La mastopessi dunque può essere un intervento meno invasivo della mastoplastica, ma come si svolge? E’ un intervento per tutte?
Quali sono le tecniche utilizzate per praticarlo e in quali casi è indicata una piuttosto che un’altra?
Ci sono molte tecniche con cui questo tipo di intervento può essere realizzato. In genere,  ogni chirurgo ha la sua rosa di interventi che utilizza più spesso, ma la tecnica utilizzata dipende principalmente dal tipo di seno, di pelle e di abbassamento che si vuole andare a correggere.
L’intervento si esegue in anestesia locale con sedazione. Non è un intervento particolarmente doloroso e la paziente può essere dimessa in giornata.
Il tipo di incisione per la mastopessi viene deciso dal chirurgo estetico-plastico insieme alla paziente durante la visita pre-intervento in base al volume del seno da sollevare e all’ eccesso di cute da eliminare.    
Si possono distinguere 3 tipi di incisione che corrispondono a 3 diverse tecniche di mastopessi per risollevare il seno cadente:
La prima tecnica, c.d. incisione periareolare  è la meno invasiva. Si realizza mediante asportazione di un anello di cute attorno al capezzolo.
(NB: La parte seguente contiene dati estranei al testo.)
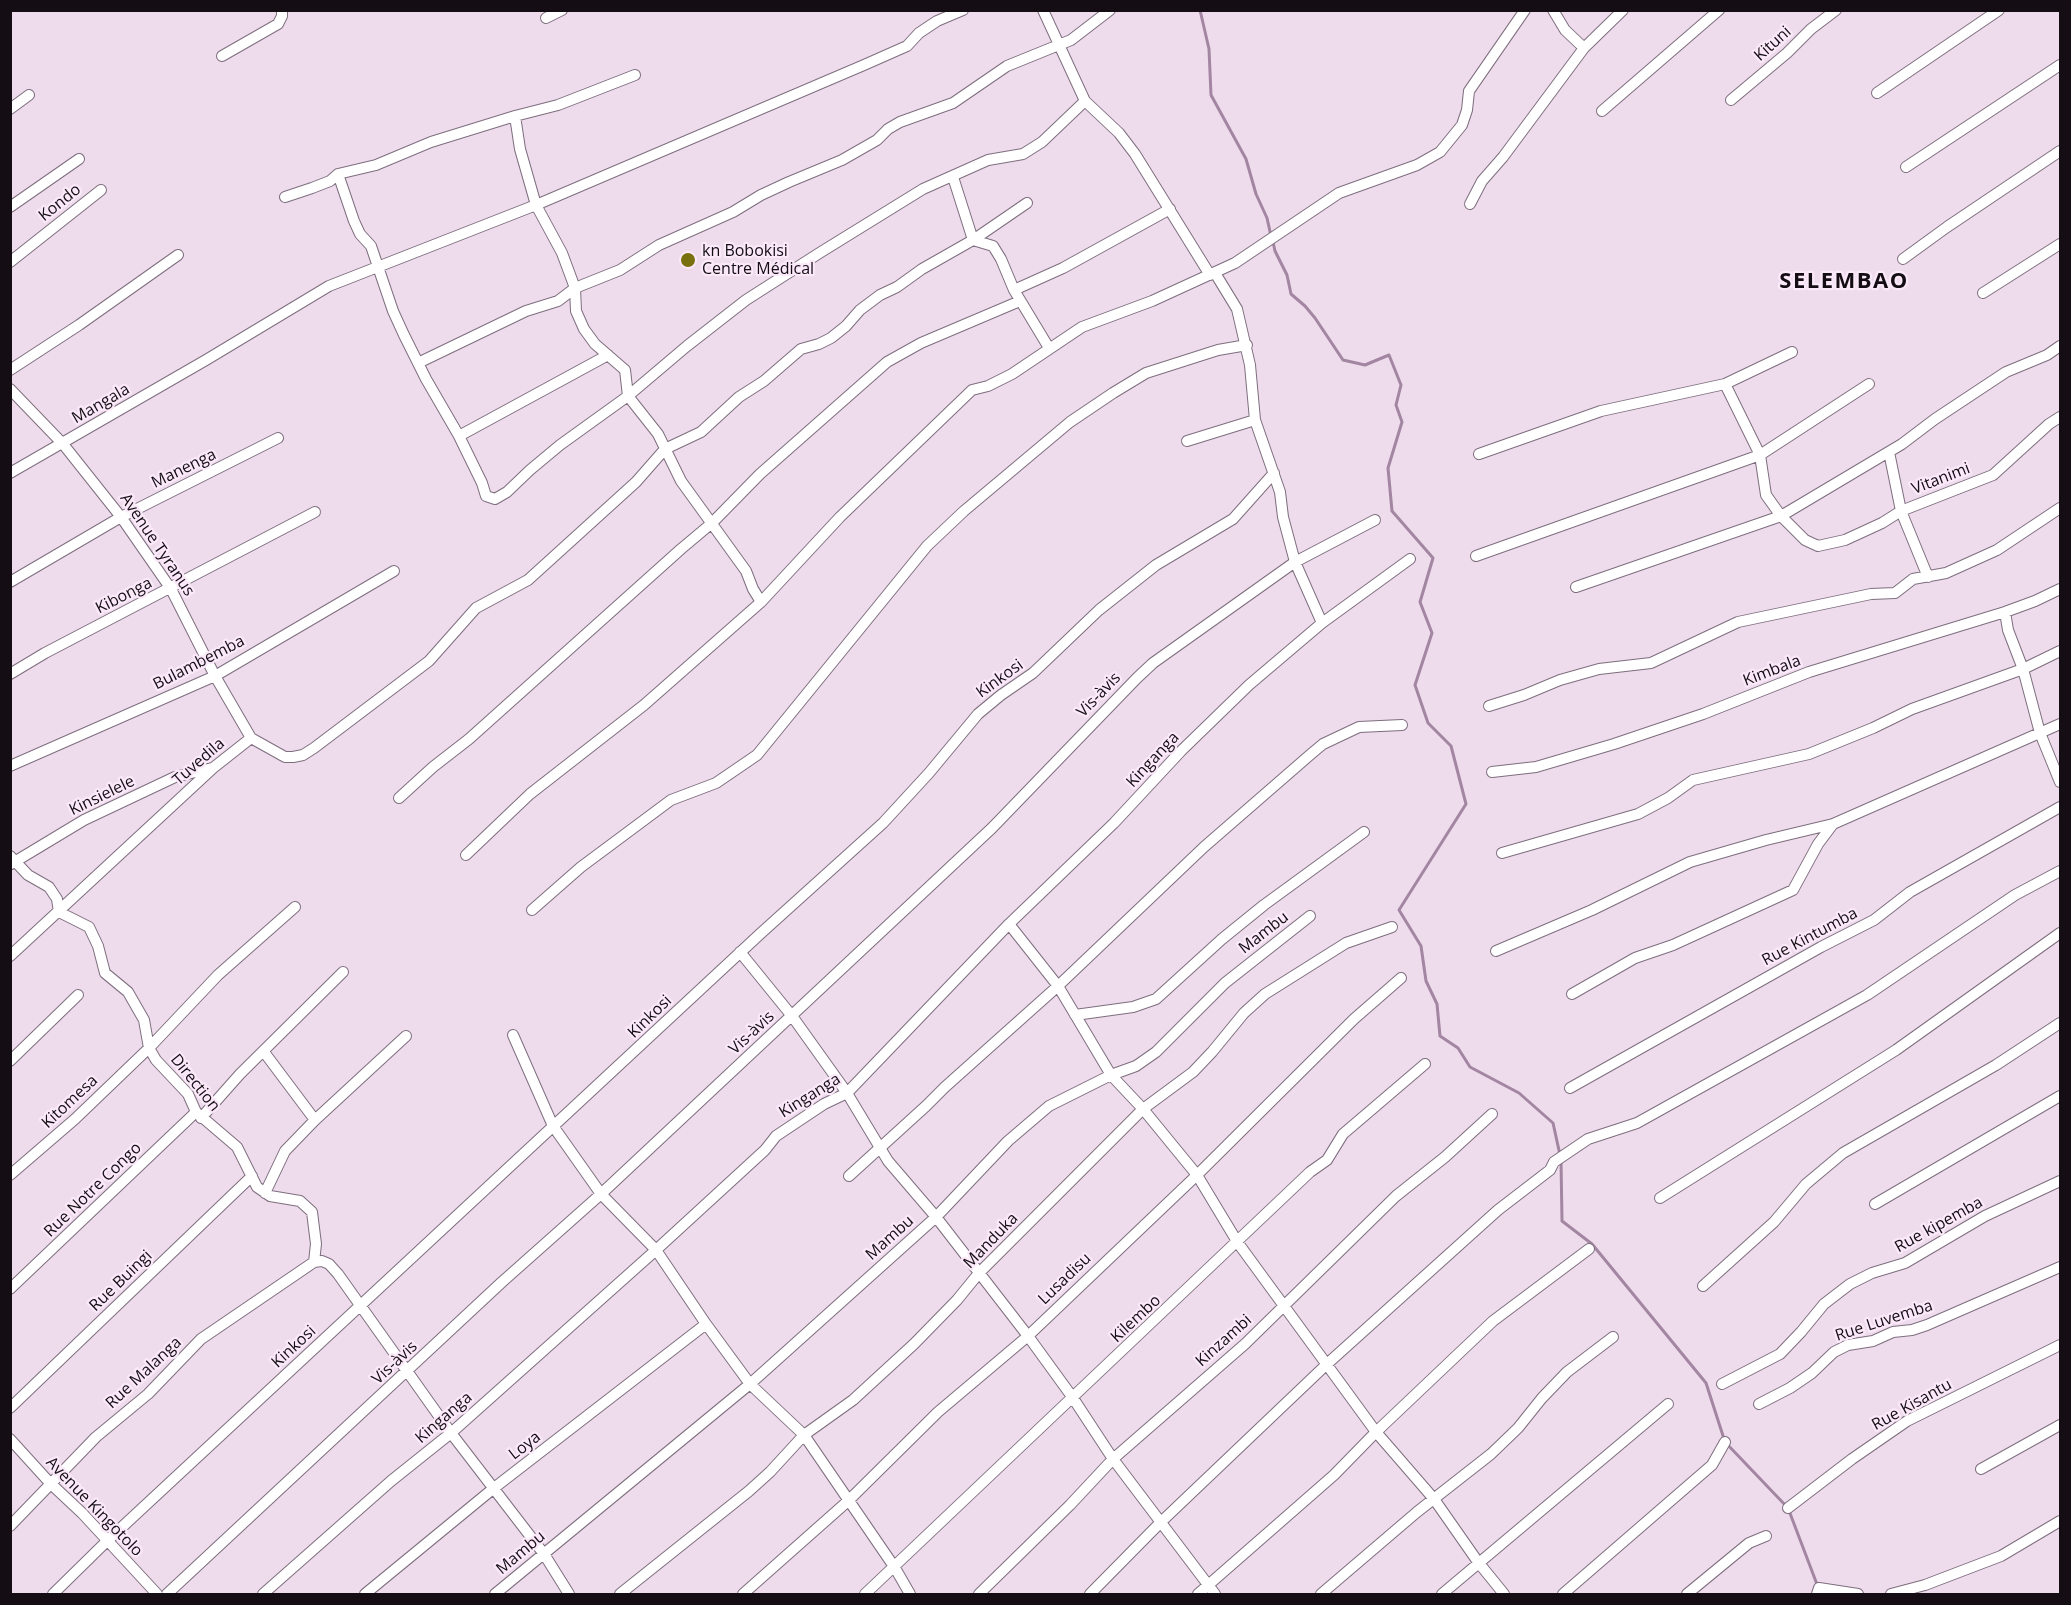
<!DOCTYPE html>
<meta charset="utf-8">
<style>
body{margin:0}
#map{position:relative;width:2071px;height:1605px;overflow:hidden;background:#eedced;font-family:"Open Sans",sans-serif}
canvas{display:block}
.frame{position:absolute;inset:0;border:12px solid #140e14;pointer-events:none}
</style>
<div id="map">
<canvas width="2071" height="1605"></canvas>
<div class="frame"></div>
</div>
<script>
const ctx = document.querySelector('canvas').getContext('2d');
ctx.lineJoin = 'round';
function poly(rows) {
  const path = new Path2D();
  for (const r of rows) {
    path.moveTo(r[0], r[1]);
    for (let i = 2; i < r.length; i += 2) path.lineTo(r[i], r[i + 1]);
  }
  return path;
}
function strokePath(path, color, width, dash) {
  ctx.strokeStyle = color;
  ctx.lineWidth = width;
  ctx.lineCap = dash ? 'butt' : 'round';
  ctx.setLineDash(dash || []);
  ctx.stroke(path);
}
function write(font, color, halo, rows, align = 'center') {
  ctx.font = font + ' "Open Sans",sans-serif';
  ctx.lineWidth = 4.5;
  ctx.setLineDash([]);
  ctx.textBaseline = 'middle';
  ctx.strokeStyle = halo;
  ctx.fillStyle = color;
  for (const [text, x, y, turn = 0] of rows) {
    ctx.save();
    ctx.translate(x, y);
    ctx.rotate((+turn || 0) * Math.PI / 180);
    ctx.textAlign = isNaN(turn) ? turn : align;
    if (halo) ctx.strokeText(text, 0, 0);
    ctx.fillText(text, 0, 0);
    ctx.restore();
  }
}
const stream = poly([
 [1200,10,1209,49,1211,95,1246,159,1256,194,1267,218,1271,236],
 [1273,242,1275,251,1287,275,1291,294,1305,306,1315,318,1343,360,1365,365,1389,355,1401,385,1396,405,1402,422,1388,468,1392,511,1433,558,1420,602,1432,633,1415,685,1428,723,1451,746,1466,804,1399,910,1421,946,1426,981,1437,1004,1440,1036,1458,1048,1470,1067,1519,1093,1553,1123,1560,1155],
 [1561,1161,1562,1221,1592,1244,1706,1383,1725,1442,1788,1508,1818,1587]
]);
const street = poly([
 [1043,10,1085,101,1119,133,1135,154,1210,275],
 [1553,10,1565,30,1584,48],
 [546,18,562,10],
 [222,56,278,24,282,16,282,10],
 [1877,93,1999,10],
 [1731,100,1787,53,1811,29,1836,10],
 [10,109,29,95],
 [1602,111,1719,10],
 [515,116,520,149,536,205,562,253,575,288,576,311,584,329,595,344,625,370,628,396,658,434,681,481,746,571,753,589,761,602,840,517,972,390,988,386,1012,374,1082,327,1152,301,1235,263,1339,193,1417,165,1440,152,1462,125,1467,110,1469,91,1525,10],
 [1906,167,2060,65],
 [338,174,376,165,431,142,515,116,558,105,635,75],
 [953,177,973,240,993,246,1001,259,1014,290,1049,348],
 [285,197,312,188,330,181,338,174,354,221,360,234,371,246,393,311,404,335,426,379,459,436,482,483,486,496,495,499,507,492,530,470,560,445,628,396,687,346,746,300,821,252,923,189,988,160,1023,154,1042,142,1085,101],
 [1470,204,1482,181,1503,157,1584,48,1623,10],
 [10,207,79,159],
 [1903,259,1947,227,2060,151],
 [10,262,101,190],
 [1215,273,1237,309,1250,365,1255,420,1280,492,1283,517,1295,562,1322,623],
 [1014,290,1063,268,1170,209],
 [1983,293,2060,244],
 [418,363,526,311,558,301,575,288,620,270,659,245,733,212,761,195,789,182,842,160,877,140,888,129,900,122,953,103,1007,66,1071,40,1110,10],
 [10,370,79,325,178,255],
 [1725,384,1760,455,1766,495,1781,516,1805,540,1818,546,1845,540,1882,523,1901,511,1993,475,2049,424,2060,417],
 [10,389,63,444,121,517,171,589,215,676,251,738],
 [459,436,608,355],
 [1187,441,1255,420],
 [1889,452,1901,511,1928,577],
 [1479,454,1601,411,1725,384,1792,352],
 [10,473,206,360,329,286,536,205,864,65,907,46,919,33,937,21,963,10],
 [1476,556,1760,455,1869,384],
 [10,582,121,517,278,438],
 [1576,587,1781,516,1902,444,1935,419,2006,372,2047,355,2060,346],
 [2005,612,2008,630,2023,669,2040,733,2060,782],
 [10,674,45,653,315,512],
 [1489,706,1524,695,1560,680,1599,669,1651,663,1738,622,1871,594,1895,593,1913,579,1946,573,1997,550,2060,508],
 [10,766,215,676,394,571],
 [1492,772,1536,767,1614,744,1703,714,1809,672,2005,612,2035,601,2060,589],
 [399,798,433,767,469,739,681,549,712,523,760,474,887,362,921,343,1020,301],
 [1502,853,1638,814,1668,798,1693,780,1809,754,1873,728,1912,709,2023,669,2060,651],
 [466,855,530,794,644,705,761,602],
 [10,856,28,875,49,887,57,899,59,912,89,927,98,946,105,973,128,992,144,1020,149,1048,156,1060,188,1094,196,1112,237,1147,257,1187,270,1196,300,1201,312,1212,316,1244,314,1262],
 [11,864,84,820,175,777,212,768],
 [532,910,581,867,671,800,716,783,757,755,927,546,964,511,1070,422,1113,393,1146,373,1218,350,1247,345],
 [1009,924,1058,986,1111,1075,1143,1109,1197,1175,1238,1243,1376,1432,1434,1499,1478,1562,1504,1594],
 [1496,951,1592,910,1690,862,1766,840,1833,824],
 [740,952,792,1016,847,1093,888,1161,936,1217,1028,1336,1073,1398,1113,1459,1215,1594],
 [10,956,213,768,251,738,285,757,293,757,303,755,314,748,429,661,476,608,528,580,636,482,665,449,701,432,739,397,764,381,801,349,819,344,831,338,846,326,860,310,880,295,897,287,922,269,973,240,1027,203],
 [1572,994,1635,958,1673,945,1793,890,1818,844,1833,824,2060,724],
 [1075,1015,1133,1007,1156,999,1222,939,1264,905,1364,832],
 [513,1035,553,1126,601,1194,656,1250,706,1324,750,1384,804,1435,895,1568,910,1594],
 [264,1052,315,1120,406,1036],
 [10,1061,78,995],
 [1570,1088,1821,947,1874,920,1910,892,2060,807],
 [201,1118,240,1074,343,972],
 [10,1175,75,1119,149,1048,218,975,295,907],
 [849,1176,926,1106,945,1087,1058,986,1204,847,1311,754,1323,744,1359,727,1402,725],
 [265,1193,285,1151,315,1120],
 [1660,1198,1896,1050,2060,933],
 [1875,1204,2060,1096],
 [1703,1286,1774,1222,1806,1184,1843,1153,1996,1065,2060,1023],
 [10,1289,196,1112],
 [1722,1384,1780,1354,1801,1332,1824,1304,1850,1284,1872,1273,1905,1263,1985,1216,2060,1181],
 [1759,1404,1790,1388,1812,1373,1834,1352,1848,1345,1873,1341,1893,1332,1912,1330,1927,1325,2060,1267],
 [10,1408,252,1176],
 [10,1439,50,1483,82,1513,157,1594],
 [1981,1469,2060,1425],
 [1788,1508,1852,1459,1907,1421,2060,1345],
 [10,1526,96,1437,148,1394,201,1339,314,1262,322,1261,329,1264,338,1274,451,1433,544,1554,569,1594],
 [53,1594,107,1541,760,934,883,823,929,773,978,714,1001,695,1033,673,1099,610,1156,565,1233,519,1274,473],
 [167,1594,502,1282,601,1194,992,828,1137,678,1153,663,1295,562,1375,520],
 [263,1594,391,1481,451,1433,656,1250,765,1150,776,1136,824,1104,847,1093,1009,924,1114,823,1181,751,1249,685,1322,623,1410,559],
 [365,1594,494,1488,706,1324],
 [495,1594,750,1384,936,1217,1008,1141,1049,1106,1111,1075,1136,1066,1156,1052,1225,983,1310,916],
 [620,1594,749,1491,770,1472,804,1435,853,1400,914,1344,957,1300,979,1273,1143,1109,1193,1072,1212,1052,1244,1013,1265,994,1346,943,1392,927],
 [743,1594,848,1501,938,1412,1028,1336,1197,1175,1354,1019,1401,978],
 [865,1594,1310,1172,1327,1160,1343,1134,1425,1064],
 [979,1594,1070,1505,1113,1459,1245,1344,1396,1196,1445,1157,1492,1114],
 [1090,1594,1161,1522,1327,1364,1498,1210,1550,1170,1554,1162,1588,1139,1637,1123,1867,995,2015,895,2060,871],
 [1198,1594,1334,1475,1376,1432,1493,1321,1589,1249],
 [1321,1594,1417,1512,1491,1454,1518,1428,1542,1398,1567,1372,1613,1337],
 [1442,1594,1668,1404],
 [1563,1594,1712,1465,1725,1442],
 [1687,1594,1749,1543,1766,1536],
 [1817,1594,1819,1588,1858,1594],
 [1891,1594,1925,1585,2001,1556,2060,1521]
]);
const markers = [
 [688,260,8,"#797010"]
];
const streetNames = [
 ["Kituni",1773,44,-42],
 ["Kondo",60,203,-39],
 ["Mangala",101,404,-30],
 ["Manenga",184,469,-26],
 ["Vitanimi",1941,479,-21],
 ["Avenue Tyranus",157,545,56],
 ["Kibonga",124,596,-27],
 ["Bulambemba",199,663,-27],
 ["Kimbala",1772,671,-21],
 ["Kinkosi",1000,679,-36],
 ["Vis-àvis",1099,695,-46],
 ["Kinganga",1153,760,-47],
 ["Tuvedila",199,762,-41],
 ["Kinsielele",102,796,-26],
 ["Mambu",1264,933,-38],
 ["Rue Kintumba",1810,937,-28],
 ["Kinkosi",650,1017,-44],
 ["Vis-àvis",752,1033,-43],
 ["Direction",195,1083,51],
 ["Kinganga",810,1096,-32],
 ["Kitomesa",70,1102,-43],
 ["Rue Notre Congo",93,1190,-44],
 ["Rue kipemba",1939,1225,-29],
 ["Mambu",890,1238,-42],
 ["Manduka",991,1241,-46],
 ["Lusadisu",1065,1279,-44],
 ["Rue Buingi",121,1281,-44],
 ["Kilembo",1136,1319,-43],
 ["Rue Luvemba",1884,1321,-18],
 ["Kinzambi",1224,1341,-42],
 ["Kinkosi",294,1347,-43],
 ["Vis-àvis",395,1363,-43],
 ["Rue Malanga",144,1373,-43],
 ["Rue Kisantu",1912,1405,-29],
 ["Kinganga",444,1418,-41],
 ["Loya",525,1446,-38],
 ["Avenue Kingotolo",94,1507,46],
 ["Mambu",521,1553,-40]
];
const poiNames = [
 ["kn Bobokisi",702,251],
 ["Centre Médical",702,269]
];
const districtNames = [
 ["SELEMBAO",1844,282]
];
strokePath(stream, '#a386a1', 3);
strokePath(street, '#7e6e7e', 12);
strokePath(street, '#fff', 10);
for (const [x, y, r, color] of markers) {
  const dot = new Path2D();
  dot.arc(x, y, r, 0, 2 * Math.PI);
  ctx.fillStyle = color;
  ctx.fill(dot);
  strokePath(dot, '#fbe9fa', 2);
}
write('16px', '#140e14', '#fbe9fa', streetNames);
write('16px', '#140e14', '#fbe9fa', poiNames, 'left');
ctx.letterSpacing = '1.5px';
write('bold 22px', '#140e14', '#fbe9fa', districtNames);
ctx.letterSpacing = '0px';
</script>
L’esito sarà una cicatrice minima, quasi invisibile.
La seconda metodica è  l’incisione periareolare e verticale.
Nei casi piu importanti sarà necessaria una incisione periareolare con cicatrice verticale ed orizzontale .Questa tecnica consentirà di modellellare la mammella e asportare l’esubero di pelle nei casi più  difficili.
Gli esiti cicatriziali saranno più o meno visibili a seconda della tecnica utilizzata ma saranno comunque  posizionati ad hoc e curati  al massimo dopo l’intervento, avendo accortezza di non esporli al sole e di utilizzare prodotti cicatrizzanti.
Dopo l’intervento, per almeno due settimane non si dovranno compiere  movimenti  impegnativi con le braccia e sarà opportuno non sollevare pesi. Eventuali attività sportive possono essere riprese dopo un mese.
E’ possibile praticare una doccia di pulizia solo dopo la rimozione dei punti.
Per almeno 1 mese sarà consigliabile non dormire in posizione prona ed evitare l’esposizione diretta al sole od al calore intenso (es. sauna, lampade UVA).
La mastopessi è un intervento che migliora le condizioni psico-estetiche delle pazienti. Nessuna protesi, poco dolore e cicatrici ben poco visibili!